Scholars have found that important records in the Nehru Library and even the
National Archives are not available to them without the permission of the
‘dynasty’, which means they are unavailable. As long as this situation
prevails, with information coming in bits and pieces, there will be no end to
conspiracy theories. These are state papers–not family property. The Government
should help clear the air by releasing the Nehru papers to the public. It is
also in the interests of the members of the dynasty.
The views expressed and Information provided
by the author are his own and left to public to judge and rationalise for
themselves.
Hi,
ReplyDeletePunch into google search NETAJI SUBHASH CHANDRA BOSE, SECRETS OF RABAUL TUNNELS- VADAKAYIL.

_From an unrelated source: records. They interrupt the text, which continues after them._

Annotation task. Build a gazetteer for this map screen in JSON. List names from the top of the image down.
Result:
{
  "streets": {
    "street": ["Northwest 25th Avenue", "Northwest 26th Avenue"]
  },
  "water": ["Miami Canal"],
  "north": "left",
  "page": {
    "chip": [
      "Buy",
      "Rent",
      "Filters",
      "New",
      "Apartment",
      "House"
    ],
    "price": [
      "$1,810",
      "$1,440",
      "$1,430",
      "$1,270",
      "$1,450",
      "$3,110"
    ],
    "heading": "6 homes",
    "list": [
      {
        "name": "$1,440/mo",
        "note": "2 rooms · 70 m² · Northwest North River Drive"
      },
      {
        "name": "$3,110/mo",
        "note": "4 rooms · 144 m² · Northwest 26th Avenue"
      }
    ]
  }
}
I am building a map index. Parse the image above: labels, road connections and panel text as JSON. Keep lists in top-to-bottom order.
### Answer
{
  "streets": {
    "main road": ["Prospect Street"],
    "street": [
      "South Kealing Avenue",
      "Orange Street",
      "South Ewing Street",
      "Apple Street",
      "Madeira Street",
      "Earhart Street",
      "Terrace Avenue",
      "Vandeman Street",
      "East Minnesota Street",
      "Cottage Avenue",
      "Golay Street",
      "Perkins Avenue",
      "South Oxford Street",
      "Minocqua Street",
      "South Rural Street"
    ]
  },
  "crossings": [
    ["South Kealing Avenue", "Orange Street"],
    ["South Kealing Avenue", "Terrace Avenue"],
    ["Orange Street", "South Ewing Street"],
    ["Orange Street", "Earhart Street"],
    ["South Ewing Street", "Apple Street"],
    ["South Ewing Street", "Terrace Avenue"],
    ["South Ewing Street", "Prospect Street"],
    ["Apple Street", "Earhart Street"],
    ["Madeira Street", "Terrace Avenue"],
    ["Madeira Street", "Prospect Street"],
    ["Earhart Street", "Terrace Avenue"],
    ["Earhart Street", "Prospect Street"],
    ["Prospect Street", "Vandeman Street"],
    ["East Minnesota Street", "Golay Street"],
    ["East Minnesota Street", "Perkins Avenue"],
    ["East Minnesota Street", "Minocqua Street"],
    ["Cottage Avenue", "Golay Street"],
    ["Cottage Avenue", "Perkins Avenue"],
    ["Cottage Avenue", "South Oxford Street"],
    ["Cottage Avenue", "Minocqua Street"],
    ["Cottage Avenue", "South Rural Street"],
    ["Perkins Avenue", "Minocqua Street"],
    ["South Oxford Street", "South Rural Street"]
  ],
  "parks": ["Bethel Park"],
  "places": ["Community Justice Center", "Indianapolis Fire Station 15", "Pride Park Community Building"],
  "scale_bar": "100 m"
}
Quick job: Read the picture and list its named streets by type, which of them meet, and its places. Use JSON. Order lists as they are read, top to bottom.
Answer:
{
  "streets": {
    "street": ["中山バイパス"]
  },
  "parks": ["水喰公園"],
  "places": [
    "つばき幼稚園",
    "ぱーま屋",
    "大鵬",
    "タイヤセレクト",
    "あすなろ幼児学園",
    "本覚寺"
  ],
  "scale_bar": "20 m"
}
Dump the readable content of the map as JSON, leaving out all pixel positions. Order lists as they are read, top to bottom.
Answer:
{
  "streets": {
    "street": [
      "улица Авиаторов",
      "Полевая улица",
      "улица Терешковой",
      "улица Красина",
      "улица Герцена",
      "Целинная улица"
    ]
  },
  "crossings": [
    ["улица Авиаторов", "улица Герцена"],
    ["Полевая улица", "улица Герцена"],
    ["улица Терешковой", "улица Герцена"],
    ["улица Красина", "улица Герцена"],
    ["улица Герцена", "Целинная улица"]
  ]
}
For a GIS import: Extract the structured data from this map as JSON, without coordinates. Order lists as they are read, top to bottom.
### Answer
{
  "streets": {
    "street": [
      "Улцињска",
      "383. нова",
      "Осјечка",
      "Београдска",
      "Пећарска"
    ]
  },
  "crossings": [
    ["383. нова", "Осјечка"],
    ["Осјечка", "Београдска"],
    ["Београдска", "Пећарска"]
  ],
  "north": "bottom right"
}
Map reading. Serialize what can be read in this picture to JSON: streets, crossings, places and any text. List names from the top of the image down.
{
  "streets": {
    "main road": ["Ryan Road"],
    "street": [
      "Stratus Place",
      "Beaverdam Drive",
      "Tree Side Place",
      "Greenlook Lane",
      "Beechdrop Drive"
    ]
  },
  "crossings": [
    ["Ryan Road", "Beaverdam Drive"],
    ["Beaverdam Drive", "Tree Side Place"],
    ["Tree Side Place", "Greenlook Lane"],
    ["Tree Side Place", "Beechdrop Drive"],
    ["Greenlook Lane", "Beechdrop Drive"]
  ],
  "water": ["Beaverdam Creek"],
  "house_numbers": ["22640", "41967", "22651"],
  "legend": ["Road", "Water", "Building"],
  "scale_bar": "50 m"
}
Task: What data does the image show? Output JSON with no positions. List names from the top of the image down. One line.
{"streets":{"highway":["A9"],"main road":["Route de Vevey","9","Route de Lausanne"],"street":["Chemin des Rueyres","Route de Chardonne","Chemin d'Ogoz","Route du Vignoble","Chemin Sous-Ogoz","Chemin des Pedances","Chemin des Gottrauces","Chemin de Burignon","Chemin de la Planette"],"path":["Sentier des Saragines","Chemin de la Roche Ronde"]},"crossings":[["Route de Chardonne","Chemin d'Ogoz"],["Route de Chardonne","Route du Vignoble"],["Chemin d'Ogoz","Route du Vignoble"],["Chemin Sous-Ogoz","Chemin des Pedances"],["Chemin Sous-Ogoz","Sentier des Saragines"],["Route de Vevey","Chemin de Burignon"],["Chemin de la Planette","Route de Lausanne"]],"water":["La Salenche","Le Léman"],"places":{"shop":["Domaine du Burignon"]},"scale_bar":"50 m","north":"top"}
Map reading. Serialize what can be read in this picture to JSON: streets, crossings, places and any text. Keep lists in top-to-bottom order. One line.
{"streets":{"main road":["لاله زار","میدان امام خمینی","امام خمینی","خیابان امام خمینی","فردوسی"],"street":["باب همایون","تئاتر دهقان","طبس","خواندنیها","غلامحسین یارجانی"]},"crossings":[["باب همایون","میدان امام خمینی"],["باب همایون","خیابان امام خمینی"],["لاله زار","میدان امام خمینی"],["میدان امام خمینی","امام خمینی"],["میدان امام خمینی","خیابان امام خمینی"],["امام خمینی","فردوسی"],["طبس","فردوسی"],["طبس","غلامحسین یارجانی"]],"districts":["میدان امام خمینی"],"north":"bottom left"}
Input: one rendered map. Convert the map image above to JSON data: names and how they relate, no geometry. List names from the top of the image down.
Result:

Find out how the Japanese ate thousands of INA soldiers for food.
Find out where Bose was hiding in India.
Capt ajit vadakayil
..
May be India would have been lot different under Subash Chandra Bose than Gandhi family but why Stalin kept him in prison and when did he died, seems Stalin may have tortured him also. I wonder this one family in India became so powerful and ruled illiterate Indians for so long and will continue to do so, Atal Behari Vajpayee should have helped clearing all these doubts in his short 4.5 years of government.